Prompt ▸
Could you return all of the records exactly, minus their images?

━━━━━━━━━━━━━━━━━━━━━━━━━━━━━━

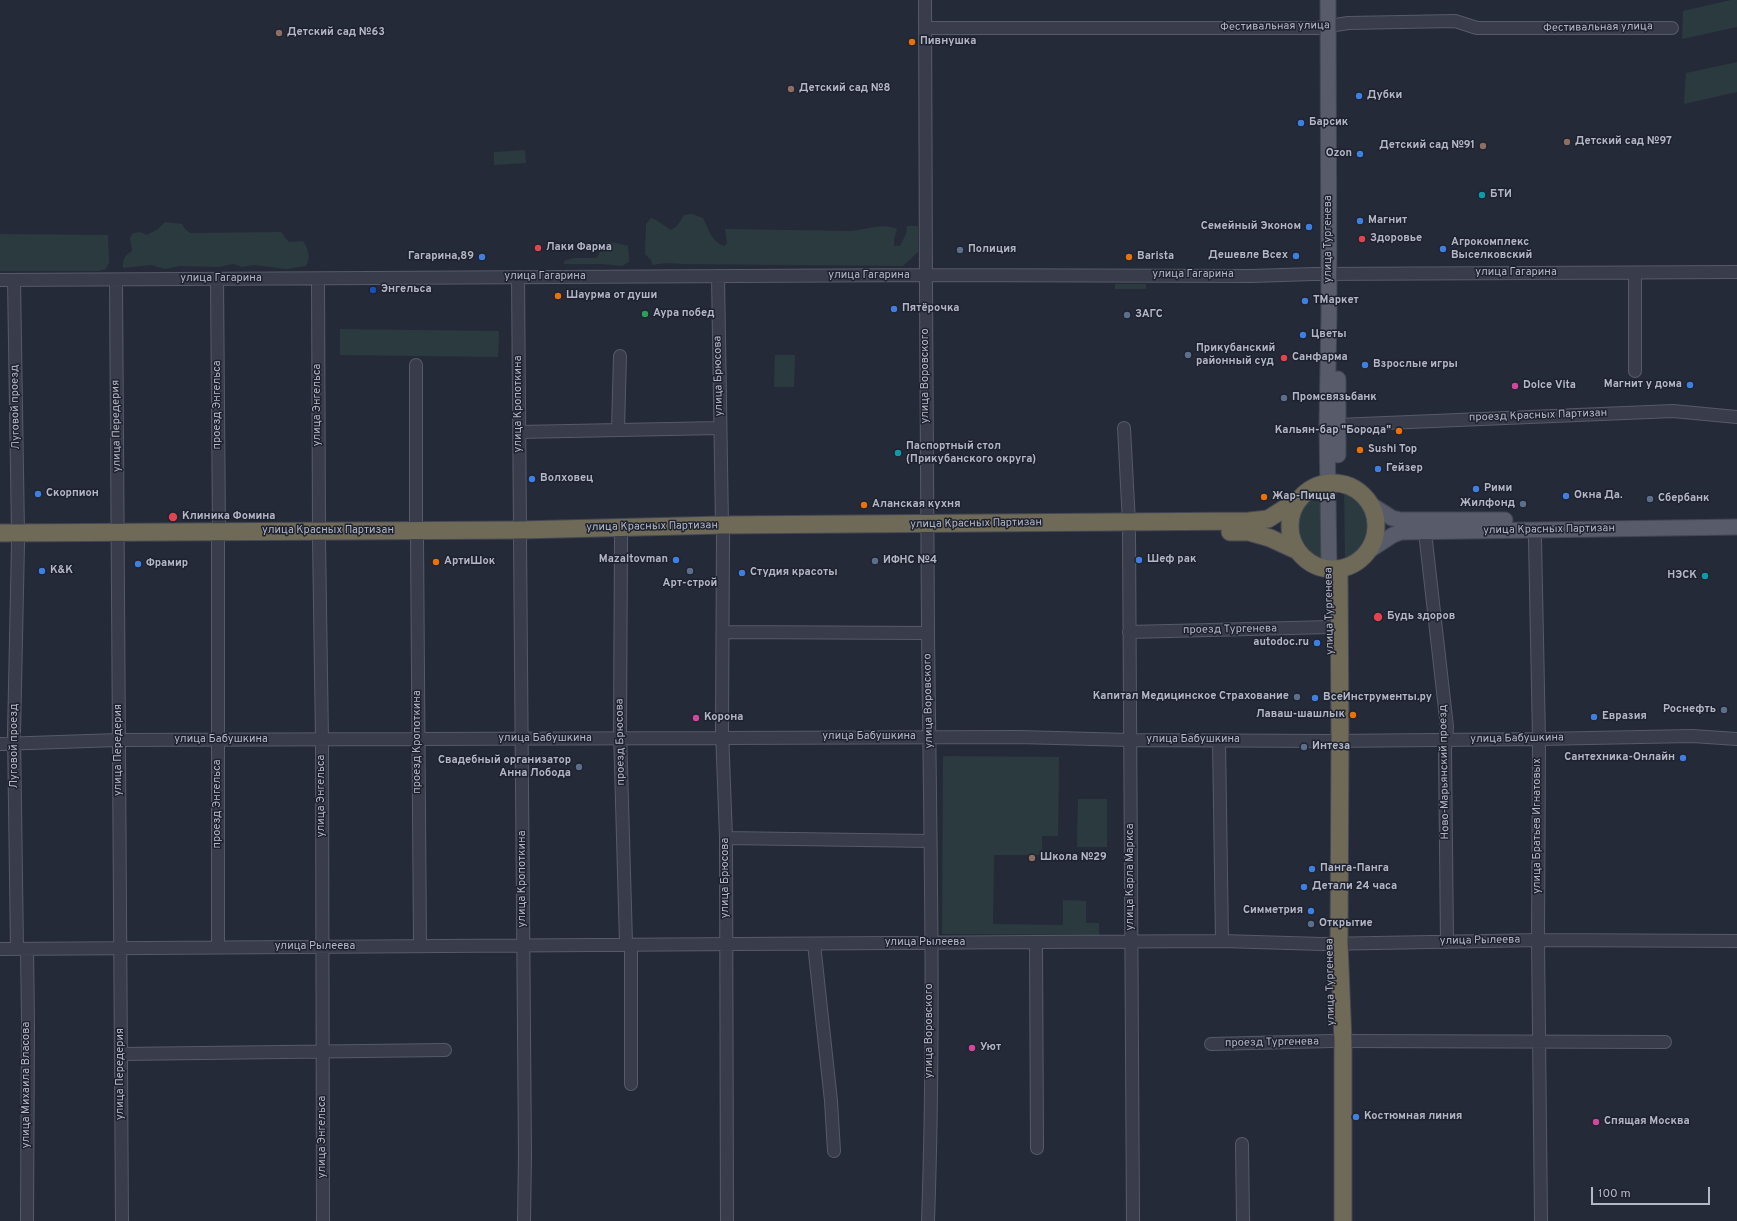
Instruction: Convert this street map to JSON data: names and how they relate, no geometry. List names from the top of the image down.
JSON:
{
  "streets": {
    "highway": ["улица Тургенева", "улица Красных Партизан"],
    "street": [
      "Фестивальная улица",
      "улица Гагарина",
      "улица Брюсова",
      "улица Воровского",
      "улица Кропоткина",
      "проезд Энгельса",
      "улица Энгельса",
      "Луговой проезд",
      "проезд Красных Партизан",
      "улица Передерия",
      "проезд Тургенева",
      "улица Бабушкина",
      "проезд Кропоткина",
      "проезд Брюсова",
      "Ново-Марьянский проезд",
      "улица Братьев Игнатовых",
      "улица Карла Маркса",
      "улица Рылеева",
      "улица Михаила Власова"
    ]
  },
  "crossings": [
    ["Фестивальная улица", "улица Тургенева"],
    ["Фестивальная улица", "улица Воровского"],
    ["улица Тургенева", "улица Гагарина"],
    ["улица Тургенева", "проезд Красных Партизан"],
    ["улица Тургенева", "улица Красных Партизан"],
    ["улица Тургенева", "проезд Тургенева"],
    ["улица Тургенева", "улица Бабушкина"],
    ["улица Тургенева", "улица Рылеева"],
    ["улица Гагарина", "улица Брюсова"],
    ["улица Гагарина", "улица Воровского"],
    ["улица Гагарина", "улица Кропоткина"],
    ["улица Гагарина", "проезд Энгельса"],
    ["улица Гагарина", "улица Энгельса"],
    ["улица Гагарина", "Луговой проезд"],
    ["улица Гагарина", "улица Передерия"],
    ["улица Брюсова", "улица Кропоткина"],
    ["улица Брюсова", "улица Красных Партизан"],
    ["улица Брюсова", "улица Бабушкина"],
    ["улица Брюсова", "улица Рылеева"],
    ["улица Воровского", "улица Красных Партизан"],
    ["улица Воровского", "улица Бабушкина"],
    ["улица Воровского", "улица Рылеева"],
    ["улица Кропоткина", "улица Красных Партизан"],
    ["улица Кропоткина", "улица Бабушкина"],
    ["улица Кропоткина", "улица Рылеева"],
    ["проезд Энгельса", "улица Красных Партизан"],
    ["проезд Энгельса", "улица Бабушкина"],
    ["проезд Энгельса", "улица Рылеева"],
    ["улица Энгельса", "улица Красных Партизан"],
    ["улица Энгельса", "улица Бабушкина"],
    ["улица Энгельса", "улица Рылеева"],
    ["Луговой проезд", "улица Красных Партизан"],
    ["Луговой проезд", "улица Бабушкина"],
    ["Луговой проезд", "улица Рылеева"],
    ["Луговой проезд", "улица Михаила Власова"],
    ["улица Передерия", "улица Красных Партизан"],
    ["улица Передерия", "улица Бабушкина"],
    ["улица Передерия", "улица Рылеева"],
    ["улица Красных Партизан", "проезд Кропоткина"],
    ["улица Красных Партизан", "проезд Брюсова"],
    ["улица Красных Партизан", "Ново-Марьянский проезд"],
    ["улица Красных Партизан", "улица Карла Маркса"],
    ["проезд Тургенева", "улица Карла Маркса"],
    ["улица Бабушкина", "проезд Кропоткина"],
    ["улица Бабушкина", "проезд Брюсова"],
    ["улица Бабушкина", "Ново-Марьянский проезд"],
    ["улица Бабушкина", "улица Братьев Игнатовых"],
    ["улица Бабушкина", "улица Карла Маркса"],
    ["проезд Кропоткина", "улица Рылеева"],
    ["проезд Брюсова", "улица Рылеева"],
    ["Ново-Марьянский проезд", "улица Рылеева"],
    ["улица Братьев Игнатовых", "улица Рылеева"],
    ["улица Карла Маркса", "улица Рылеева"],
    ["улица Рылеева", "улица Михаила Власова"]
  ],
  "places": [
    "Детский сад №63",
    "Пивнушка",
    "Детский сад №8",
    "Дубки",
    "Барсик",
    "Детский сад №97",
    "Детский сад №91",
    "Ozon",
    "БТИ",
    "Магнит",
    "Семейный Эконом",
    "Здоровье",
    "Лаки Фарма",
    "Агрокомплекс Выселковский",
    "Полиция",
    "Дешевле Всех",
    "Гагарина,89",
    "Barista",
    "Энгельса",
    "Шаурма от души",
    "ТМаркет",
    "Пятёрочка",
    "Аура побед",
    "ЗАГС",
    "Цветы",
    "Прикубанский районный суд",
    "Санфарма",
    "Взрослые игры",
    "Магнит у дома",
    "Dolce Vita",
    "Промсвязьбанк",
    "Кальян-бар \"Борода\"",
    "Sushi Top",
    "Паспортный стол (Прикубанского округа)",
    "Гейзер",
    "Волховец",
    "Рими",
    "Скорпион",
    "Окна Да.",
    "Жар-Пицца",
    "Сбербанк",
    "Жилфонд",
    "Аланская кухня",
    "Клиника Фомина",
    "Mazaltovman",
    "Шеф рак",
    "ИФНС №4",
    "АртиШок",
    "Фрамир",
    "K&K",
    "Арт-строй",
    "Студия красоты",
    "НЭСК",
    "Будь здоров",
    "autodoc.ru",
    "Капитал Медицинское Страхование",
    "ВсеИнструменты.ру",
    "Роснефть",
    "Лаваш-шашлык",
    "Евразия",
    "Корона",
    "Интеза",
    "Сантехника-Онлайн",
    "Свадебный организатор Анна Лобода",
    "Школа №29",
    "Панга-Панга",
    "Детали 24 часа",
    "Симметрия",
    "Открытие",
    "Уют",
    "Костюмная линия",
    "Спящая Москва"
  ],
  "scale_bar": "100 m"
}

━━━━━━━━━━━━━━━━━━━━━━━━━━━━━━

Solved exercise ▸
Instruction: Convert this street map to JSON data: names and how they relate, no geometry. List names from the top of the image down.
JSON:
{
  "streets": {
    "highway": ["улица Тургенева", "улица Красных Партизан"],
    "street": [
      "Фестивальная улица",
      "улица Гагарина",
      "улица Брюсова",
      "улица Воровского",
      "улица Кропоткина",
      "проезд Энгельса",
      "улица Энгельса",
      "Луговой проезд",
      "проезд Красных Партизан",
      "улица Передерия",
      "проезд Тургенева",
      "улица Бабушкина",
      "проезд Кропоткина",
      "проезд Брюсова",
      "Ново-Марьянский проезд",
      "улица Братьев Игнатовых",
      "улица Карла Маркса",
      "улица Рылеева",
      "улица Михаила Власова"
    ]
  },
  "crossings": [
    ["Фестивальная улица", "улица Тургенева"],
    ["Фестивальная улица", "улица Воровского"],
    ["улица Тургенева", "улица Гагарина"],
    ["улица Тургенева", "проезд Красных Партизан"],
    ["улица Тургенева", "улица Красных Партизан"],
    ["улица Тургенева", "проезд Тургенева"],
    ["улица Тургенева", "улица Бабушкина"],
    ["улица Тургенева", "улица Рылеева"],
    ["улица Гагарина", "улица Брюсова"],
    ["улица Гагарина", "улица Воровского"],
    ["улица Гагарина", "улица Кропоткина"],
    ["улица Гагарина", "проезд Энгельса"],
    ["улица Гагарина", "улица Энгельса"],
    ["улица Гагарина", "Луговой проезд"],
    ["улица Гагарина", "улица Передерия"],
    ["улица Брюсова", "улица Кропоткина"],
    ["улица Брюсова", "улица Красных Партизан"],
    ["улица Брюсова", "улица Бабушкина"],
    ["улица Брюсова", "улица Рылеева"],
    ["улица Воровского", "улица Красных Партизан"],
    ["улица Воровского", "улица Бабушкина"],
    ["улица Воровского", "улица Рылеева"],
    ["улица Кропоткина", "улица Красных Партизан"],
    ["улица Кропоткина", "улица Бабушкина"],
    ["улица Кропоткина", "улица Рылеева"],
    ["проезд Энгельса", "улица Красных Партизан"],
    ["проезд Энгельса", "улица Бабушкина"],
    ["проезд Энгельса", "улица Рылеева"],
    ["улица Энгельса", "улица Красных Партизан"],
    ["улица Энгельса", "улица Бабушкина"],
    ["улица Энгельса", "улица Рылеева"],
    ["Луговой проезд", "улица Красных Партизан"],
    ["Луговой проезд", "улица Бабушкина"],
    ["Луговой проезд", "улица Рылеева"],
    ["Луговой проезд", "улица Михаила Власова"],
    ["улица Передерия", "улица Красных Партизан"],
    ["улица Передерия", "улица Бабушкина"],
    ["улица Передерия", "улица Рылеева"],
    ["улица Красных Партизан", "проезд Кропоткина"],
    ["улица Красных Партизан", "проезд Брюсова"],
    ["улица Красных Партизан", "Ново-Марьянский проезд"],
    ["улица Красных Партизан", "улица Карла Маркса"],
    ["проезд Тургенева", "улица Карла Маркса"],
    ["улица Бабушкина", "проезд Кропоткина"],
    ["улица Бабушкина", "проезд Брюсова"],
    ["улица Бабушкина", "Ново-Марьянский проезд"],
    ["улица Бабушкина", "улица Братьев Игнатовых"],
    ["улица Бабушкина", "улица Карла Маркса"],
    ["проезд Кропоткина", "улица Рылеева"],
    ["проезд Брюсова", "улица Рылеева"],
    ["Ново-Марьянский проезд", "улица Рылеева"],
    ["улица Братьев Игнатовых", "улица Рылеева"],
    ["улица Карла Маркса", "улица Рылеева"],
    ["улица Рылеева", "улица Михаила Власова"]
  ],
  "places": [
    "Детский сад №63",
    "Пивнушка",
    "Детский сад №8",
    "Дубки",
    "Барсик",
    "Детский сад №97",
    "Детский сад №91",
    "Ozon",
    "БТИ",
    "Магнит",
    "Семейный Эконом",
    "Здоровье",
    "Лаки Фарма",
    "Агрокомплекс Выселковский",
    "Полиция",
    "Дешевле Всех",
    "Гагарина,89",
    "Barista",
    "Энгельса",
    "Шаурма от души",
    "ТМаркет",
    "Пятёрочка",
    "Аура побед",
    "ЗАГС",
    "Цветы",
    "Прикубанский районный суд",
    "Санфарма",
    "Взрослые игры",
    "Магнит у дома",
    "Dolce Vita",
    "Промсвязьбанк",
    "Кальян-бар \"Борода\"",
    "Sushi Top",
    "Паспортный стол (Прикубанского округа)",
    "Гейзер",
    "Волховец",
    "Рими",
    "Скорпион",
    "Окна Да.",
    "Жар-Пицца",
    "Сбербанк",
    "Жилфонд",
    "Аланская кухня",
    "Клиника Фомина",
    "Mazaltovman",
    "Шеф рак",
    "ИФНС №4",
    "АртиШок",
    "Фрамир",
    "K&K",
    "Арт-строй",
    "Студия красоты",
    "НЭСК",
    "Будь здоров",
    "autodoc.ru",
    "Капитал Медицинское Страхование",
    "ВсеИнструменты.ру",
    "Роснефть",
    "Лаваш-шашлык",
    "Евразия",
    "Корона",
    "Интеза",
    "Сантехника-Онлайн",
    "Свадебный организатор Анна Лобода",
    "Школа №29",
    "Панга-Панга",
    "Детали 24 часа",
    "Симметрия",
    "Открытие",
    "Уют",
    "Костюмная линия",
    "Спящая Москва"
  ],
  "scale_bar": "100 m"
}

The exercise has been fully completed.